## Supplied records:
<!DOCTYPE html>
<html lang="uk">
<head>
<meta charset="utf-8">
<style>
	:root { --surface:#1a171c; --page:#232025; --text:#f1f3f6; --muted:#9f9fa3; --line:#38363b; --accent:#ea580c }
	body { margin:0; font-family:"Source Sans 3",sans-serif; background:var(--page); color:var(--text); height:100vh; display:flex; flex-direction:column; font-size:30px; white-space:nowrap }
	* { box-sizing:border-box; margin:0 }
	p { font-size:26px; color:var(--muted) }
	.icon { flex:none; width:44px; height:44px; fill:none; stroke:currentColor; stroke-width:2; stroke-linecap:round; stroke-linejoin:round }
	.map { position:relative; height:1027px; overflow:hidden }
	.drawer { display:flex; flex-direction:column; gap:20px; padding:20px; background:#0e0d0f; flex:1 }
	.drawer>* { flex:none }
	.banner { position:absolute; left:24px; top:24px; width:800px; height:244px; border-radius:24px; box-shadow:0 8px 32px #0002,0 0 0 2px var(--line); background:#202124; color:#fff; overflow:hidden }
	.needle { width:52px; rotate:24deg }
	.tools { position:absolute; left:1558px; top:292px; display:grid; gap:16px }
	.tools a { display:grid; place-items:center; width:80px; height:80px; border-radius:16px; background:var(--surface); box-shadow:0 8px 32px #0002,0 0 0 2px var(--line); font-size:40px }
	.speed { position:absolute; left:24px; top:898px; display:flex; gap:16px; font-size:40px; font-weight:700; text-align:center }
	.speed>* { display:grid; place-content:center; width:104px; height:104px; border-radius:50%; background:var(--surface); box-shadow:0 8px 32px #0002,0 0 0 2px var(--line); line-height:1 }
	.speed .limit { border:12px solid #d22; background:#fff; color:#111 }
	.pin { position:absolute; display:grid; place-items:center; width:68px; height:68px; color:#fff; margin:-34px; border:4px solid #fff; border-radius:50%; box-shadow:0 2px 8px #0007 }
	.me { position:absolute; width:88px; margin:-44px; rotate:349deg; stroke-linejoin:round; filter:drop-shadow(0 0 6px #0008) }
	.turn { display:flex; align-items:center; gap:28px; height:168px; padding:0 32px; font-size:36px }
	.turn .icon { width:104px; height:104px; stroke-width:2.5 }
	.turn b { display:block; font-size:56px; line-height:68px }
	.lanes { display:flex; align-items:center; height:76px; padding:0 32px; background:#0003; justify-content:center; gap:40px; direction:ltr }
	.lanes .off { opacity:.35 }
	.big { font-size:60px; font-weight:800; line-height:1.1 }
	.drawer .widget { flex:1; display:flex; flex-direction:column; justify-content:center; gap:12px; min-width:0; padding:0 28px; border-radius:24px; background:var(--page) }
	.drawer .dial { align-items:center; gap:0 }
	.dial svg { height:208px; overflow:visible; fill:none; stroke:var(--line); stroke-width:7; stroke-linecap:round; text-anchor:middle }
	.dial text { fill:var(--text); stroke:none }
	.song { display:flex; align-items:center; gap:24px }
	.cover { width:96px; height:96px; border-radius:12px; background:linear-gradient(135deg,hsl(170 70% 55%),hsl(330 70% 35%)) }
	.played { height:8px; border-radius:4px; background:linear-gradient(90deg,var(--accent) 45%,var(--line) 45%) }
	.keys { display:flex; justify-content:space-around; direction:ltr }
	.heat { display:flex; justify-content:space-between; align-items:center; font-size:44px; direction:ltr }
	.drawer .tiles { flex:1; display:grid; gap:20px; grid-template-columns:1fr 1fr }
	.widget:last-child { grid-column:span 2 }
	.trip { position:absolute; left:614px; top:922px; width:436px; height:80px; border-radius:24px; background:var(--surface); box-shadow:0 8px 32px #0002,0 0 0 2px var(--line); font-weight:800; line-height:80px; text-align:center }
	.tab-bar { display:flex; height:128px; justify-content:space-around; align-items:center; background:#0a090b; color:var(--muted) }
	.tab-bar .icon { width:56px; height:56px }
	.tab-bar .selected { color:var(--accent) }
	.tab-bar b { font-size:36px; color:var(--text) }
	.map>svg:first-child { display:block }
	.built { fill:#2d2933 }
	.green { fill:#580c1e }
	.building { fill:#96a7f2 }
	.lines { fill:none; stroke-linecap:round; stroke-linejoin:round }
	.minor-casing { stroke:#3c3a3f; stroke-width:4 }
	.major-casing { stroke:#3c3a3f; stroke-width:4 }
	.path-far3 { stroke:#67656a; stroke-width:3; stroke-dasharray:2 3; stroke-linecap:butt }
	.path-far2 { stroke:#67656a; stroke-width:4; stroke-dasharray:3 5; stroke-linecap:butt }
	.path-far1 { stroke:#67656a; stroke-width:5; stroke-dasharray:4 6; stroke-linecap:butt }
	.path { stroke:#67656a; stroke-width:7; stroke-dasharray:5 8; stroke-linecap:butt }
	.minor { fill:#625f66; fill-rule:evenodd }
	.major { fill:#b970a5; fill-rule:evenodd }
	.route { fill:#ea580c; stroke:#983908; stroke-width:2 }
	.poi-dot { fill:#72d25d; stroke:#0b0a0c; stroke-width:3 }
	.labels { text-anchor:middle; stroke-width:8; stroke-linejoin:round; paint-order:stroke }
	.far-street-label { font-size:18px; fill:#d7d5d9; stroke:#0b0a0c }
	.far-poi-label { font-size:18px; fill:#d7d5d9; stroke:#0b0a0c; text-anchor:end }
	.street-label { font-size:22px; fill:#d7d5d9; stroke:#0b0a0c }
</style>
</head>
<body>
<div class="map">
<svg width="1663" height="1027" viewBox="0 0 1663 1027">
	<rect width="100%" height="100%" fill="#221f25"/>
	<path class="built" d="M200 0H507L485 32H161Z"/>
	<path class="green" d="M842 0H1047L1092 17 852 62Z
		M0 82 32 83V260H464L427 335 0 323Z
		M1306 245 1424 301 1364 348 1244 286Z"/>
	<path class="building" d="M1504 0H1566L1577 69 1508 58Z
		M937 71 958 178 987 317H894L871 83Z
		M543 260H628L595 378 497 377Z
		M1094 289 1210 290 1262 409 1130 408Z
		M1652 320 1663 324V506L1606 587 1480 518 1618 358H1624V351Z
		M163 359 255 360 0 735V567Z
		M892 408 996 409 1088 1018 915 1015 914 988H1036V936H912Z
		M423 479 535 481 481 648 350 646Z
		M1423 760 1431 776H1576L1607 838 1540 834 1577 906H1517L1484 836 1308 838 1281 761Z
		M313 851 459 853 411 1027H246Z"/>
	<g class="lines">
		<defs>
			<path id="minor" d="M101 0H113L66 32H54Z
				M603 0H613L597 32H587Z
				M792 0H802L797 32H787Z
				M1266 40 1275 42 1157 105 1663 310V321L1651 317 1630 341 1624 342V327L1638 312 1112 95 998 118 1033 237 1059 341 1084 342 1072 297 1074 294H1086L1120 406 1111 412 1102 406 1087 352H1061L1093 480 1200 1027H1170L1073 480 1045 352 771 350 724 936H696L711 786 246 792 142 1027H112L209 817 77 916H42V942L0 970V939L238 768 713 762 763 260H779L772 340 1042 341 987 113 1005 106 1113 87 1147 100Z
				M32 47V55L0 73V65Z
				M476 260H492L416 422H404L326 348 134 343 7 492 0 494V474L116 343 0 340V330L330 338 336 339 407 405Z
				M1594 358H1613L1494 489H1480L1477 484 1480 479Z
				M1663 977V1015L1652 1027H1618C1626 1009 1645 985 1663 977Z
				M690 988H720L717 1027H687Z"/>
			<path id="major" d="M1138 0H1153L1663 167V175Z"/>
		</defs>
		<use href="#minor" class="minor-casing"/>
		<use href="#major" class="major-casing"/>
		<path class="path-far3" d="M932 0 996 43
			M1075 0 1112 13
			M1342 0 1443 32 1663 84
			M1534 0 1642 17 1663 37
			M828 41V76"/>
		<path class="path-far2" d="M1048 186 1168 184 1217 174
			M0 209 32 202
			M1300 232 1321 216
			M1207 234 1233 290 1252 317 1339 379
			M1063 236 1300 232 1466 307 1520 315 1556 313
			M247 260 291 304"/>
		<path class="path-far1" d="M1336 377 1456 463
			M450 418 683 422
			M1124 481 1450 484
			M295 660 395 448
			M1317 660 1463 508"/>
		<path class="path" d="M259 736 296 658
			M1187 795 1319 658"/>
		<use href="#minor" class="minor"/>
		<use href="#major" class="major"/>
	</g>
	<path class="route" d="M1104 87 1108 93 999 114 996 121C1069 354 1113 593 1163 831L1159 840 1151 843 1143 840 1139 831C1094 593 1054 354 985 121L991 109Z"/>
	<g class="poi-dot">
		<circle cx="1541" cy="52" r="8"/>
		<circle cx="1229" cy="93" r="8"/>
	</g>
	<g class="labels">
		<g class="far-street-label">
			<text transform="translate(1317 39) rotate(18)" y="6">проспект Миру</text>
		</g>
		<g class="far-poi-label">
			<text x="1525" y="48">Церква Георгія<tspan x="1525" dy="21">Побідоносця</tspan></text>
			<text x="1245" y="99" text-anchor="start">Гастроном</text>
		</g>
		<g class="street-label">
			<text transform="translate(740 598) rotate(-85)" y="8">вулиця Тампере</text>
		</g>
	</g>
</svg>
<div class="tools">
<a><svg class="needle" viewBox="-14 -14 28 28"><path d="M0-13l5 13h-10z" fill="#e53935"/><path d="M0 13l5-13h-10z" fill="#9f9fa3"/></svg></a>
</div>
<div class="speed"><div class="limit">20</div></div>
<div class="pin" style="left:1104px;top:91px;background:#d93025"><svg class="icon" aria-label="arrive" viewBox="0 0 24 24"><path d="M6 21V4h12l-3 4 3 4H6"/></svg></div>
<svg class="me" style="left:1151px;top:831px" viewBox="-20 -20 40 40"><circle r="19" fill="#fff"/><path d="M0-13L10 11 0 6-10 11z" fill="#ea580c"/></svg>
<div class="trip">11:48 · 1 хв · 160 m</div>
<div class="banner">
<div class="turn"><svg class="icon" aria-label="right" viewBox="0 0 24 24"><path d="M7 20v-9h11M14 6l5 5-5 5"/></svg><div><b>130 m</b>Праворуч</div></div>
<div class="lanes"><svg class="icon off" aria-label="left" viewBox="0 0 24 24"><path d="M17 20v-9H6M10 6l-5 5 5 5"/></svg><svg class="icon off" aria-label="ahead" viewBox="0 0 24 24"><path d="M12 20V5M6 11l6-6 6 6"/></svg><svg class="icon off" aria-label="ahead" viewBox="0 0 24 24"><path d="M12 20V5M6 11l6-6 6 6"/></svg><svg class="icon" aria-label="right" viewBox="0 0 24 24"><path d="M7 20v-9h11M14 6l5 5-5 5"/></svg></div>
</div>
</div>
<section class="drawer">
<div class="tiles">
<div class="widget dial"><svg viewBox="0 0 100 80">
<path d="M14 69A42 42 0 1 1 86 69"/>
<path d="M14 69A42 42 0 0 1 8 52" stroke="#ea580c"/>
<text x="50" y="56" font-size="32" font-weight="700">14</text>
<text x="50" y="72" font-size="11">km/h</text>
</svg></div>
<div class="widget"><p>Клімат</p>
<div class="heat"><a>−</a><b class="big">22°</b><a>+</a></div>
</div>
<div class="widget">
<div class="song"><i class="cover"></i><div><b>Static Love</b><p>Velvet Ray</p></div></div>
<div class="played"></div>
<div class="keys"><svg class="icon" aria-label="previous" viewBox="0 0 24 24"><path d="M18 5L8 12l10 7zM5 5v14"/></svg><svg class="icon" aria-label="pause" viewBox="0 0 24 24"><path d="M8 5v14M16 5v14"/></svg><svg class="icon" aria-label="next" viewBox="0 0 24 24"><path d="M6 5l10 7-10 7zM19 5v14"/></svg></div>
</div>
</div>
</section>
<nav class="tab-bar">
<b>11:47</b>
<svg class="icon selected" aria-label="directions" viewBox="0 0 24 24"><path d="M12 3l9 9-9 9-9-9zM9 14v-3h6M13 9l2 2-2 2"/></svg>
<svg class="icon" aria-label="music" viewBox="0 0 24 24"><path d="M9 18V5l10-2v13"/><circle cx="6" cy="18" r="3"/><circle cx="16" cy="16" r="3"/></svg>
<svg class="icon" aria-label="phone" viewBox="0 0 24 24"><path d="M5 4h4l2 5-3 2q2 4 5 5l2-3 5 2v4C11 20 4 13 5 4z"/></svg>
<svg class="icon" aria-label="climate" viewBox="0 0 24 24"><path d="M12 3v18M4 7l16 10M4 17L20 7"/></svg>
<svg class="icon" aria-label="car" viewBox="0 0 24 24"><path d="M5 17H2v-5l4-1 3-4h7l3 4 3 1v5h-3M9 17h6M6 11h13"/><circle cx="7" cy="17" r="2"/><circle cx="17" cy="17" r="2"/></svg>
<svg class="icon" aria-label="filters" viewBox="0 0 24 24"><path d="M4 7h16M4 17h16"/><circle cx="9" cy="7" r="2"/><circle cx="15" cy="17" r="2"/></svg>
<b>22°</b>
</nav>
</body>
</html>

## To do:
Give again, word for word, the lines of the listing, starting at its first line and ending with the line containing "position:absolute; left:24px; top:898px;".

## Solved exercise:
<!DOCTYPE html>
<html lang="uk">
<head>
<meta charset="utf-8">
<style>
	:root { --surface:#1a171c; --page:#232025; --text:#f1f3f6; --muted:#9f9fa3; --line:#38363b; --accent:#ea580c }
	body { margin:0; font-family:"Source Sans 3",sans-serif; background:var(--page); color:var(--text); height:100vh; display:flex; flex-direction:column; font-size:30px; white-space:nowrap }
	* { box-sizing:border-box; margin:0 }
	p { font-size:26px; color:var(--muted) }
	.icon { flex:none; width:44px; height:44px; fill:none; stroke:currentColor; stroke-width:2; stroke-linecap:round; stroke-linejoin:round }
	.map { position:relative; height:1027px; overflow:hidden }
	.drawer { display:flex; flex-direction:column; gap:20px; padding:20px; background:#0e0d0f; flex:1 }
	.drawer>* { flex:none }
	.banner { position:absolute; left:24px; top:24px; width:800px; height:244px; border-radius:24px; box-shadow:0 8px 32px #0002,0 0 0 2px var(--line); background:#202124; color:#fff; overflow:hidden }
	.needle { width:52px; rotate:24deg }
	.tools { position:absolute; left:1558px; top:292px; display:grid; gap:16px }
	.tools a { display:grid; place-items:center; width:80px; height:80px; border-radius:16px; background:var(--surface); box-shadow:0 8px 32px #0002,0 0 0 2px var(--line); font-size:40px }
	.speed { position:absolute; left:24px; top:898px; display:flex; gap:16px; font-size:40px; font-weight:700; text-align:center }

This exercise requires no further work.